→ Problem requirements
Write out every entry below word for word, leaving nothing out.

→ Listed records
%%

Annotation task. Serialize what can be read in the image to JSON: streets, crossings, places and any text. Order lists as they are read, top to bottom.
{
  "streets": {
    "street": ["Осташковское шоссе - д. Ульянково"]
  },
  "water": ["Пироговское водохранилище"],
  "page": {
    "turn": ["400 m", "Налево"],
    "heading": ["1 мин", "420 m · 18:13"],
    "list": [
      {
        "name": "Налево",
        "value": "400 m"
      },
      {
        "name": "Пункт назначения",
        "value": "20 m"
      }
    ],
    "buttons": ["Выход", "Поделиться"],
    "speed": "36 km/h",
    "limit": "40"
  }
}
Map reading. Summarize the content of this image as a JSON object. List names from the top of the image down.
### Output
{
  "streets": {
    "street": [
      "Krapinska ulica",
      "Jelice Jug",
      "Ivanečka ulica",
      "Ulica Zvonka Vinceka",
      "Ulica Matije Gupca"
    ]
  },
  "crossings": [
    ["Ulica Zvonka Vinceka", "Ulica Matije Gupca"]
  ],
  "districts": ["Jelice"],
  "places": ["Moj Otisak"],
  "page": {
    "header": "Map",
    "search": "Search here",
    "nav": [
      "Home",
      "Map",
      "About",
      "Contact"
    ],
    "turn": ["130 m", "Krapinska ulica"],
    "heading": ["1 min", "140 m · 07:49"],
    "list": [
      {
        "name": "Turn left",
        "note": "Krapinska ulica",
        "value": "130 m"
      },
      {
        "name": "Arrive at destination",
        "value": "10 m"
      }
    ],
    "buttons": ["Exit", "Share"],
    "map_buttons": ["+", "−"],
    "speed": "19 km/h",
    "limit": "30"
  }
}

%%

→ Result of the exercise
Annotation task. Serialize what can be read in the image to JSON: streets, crossings, places and any text. Order lists as they are read, top to bottom.
{
  "streets": {
    "street": ["Осташковское шоссе - д. Ульянково"]
  },
  "water": ["Пироговское водохранилище"],
  "page": {
    "turn": ["400 m", "Налево"],
    "heading": ["1 мин", "420 m · 18:13"],
    "list": [
      {
        "name": "Налево",
        "value": "400 m"
      },
      {
        "name": "Пункт назначения",
        "value": "20 m"
      }
    ],
    "buttons": ["Выход", "Поделиться"],
    "speed": "36 km/h",
    "limit": "40"
  }
}
Map reading. Summarize the content of this image as a JSON object. List names from the top of the image down.
### Output
{
  "streets": {
    "street": [
      "Krapinska ulica",
      "Jelice Jug",
      "Ivanečka ulica",
      "Ulica Zvonka Vinceka",
      "Ulica Matije Gupca"
    ]
  },
  "crossings": [
    ["Ulica Zvonka Vinceka", "Ulica Matije Gupca"]
  ],
  "districts": ["Jelice"],
  "places": ["Moj Otisak"],
  "page": {
    "header": "Map",
    "search": "Search here",
    "nav": [
      "Home",
      "Map",
      "About",
      "Contact"
    ],
    "turn": ["130 m", "Krapinska ulica"],
    "heading": ["1 min", "140 m · 07:49"],
    "list": [
      {
        "name": "Turn left",
        "note": "Krapinska ulica",
        "value": "130 m"
      },
      {
        "name": "Arrive at destination",
        "value": "10 m"
      }
    ],
    "buttons": ["Exit", "Share"],
    "map_buttons": ["+", "−"],
    "speed": "19 km/h",
    "limit": "30"
  }
}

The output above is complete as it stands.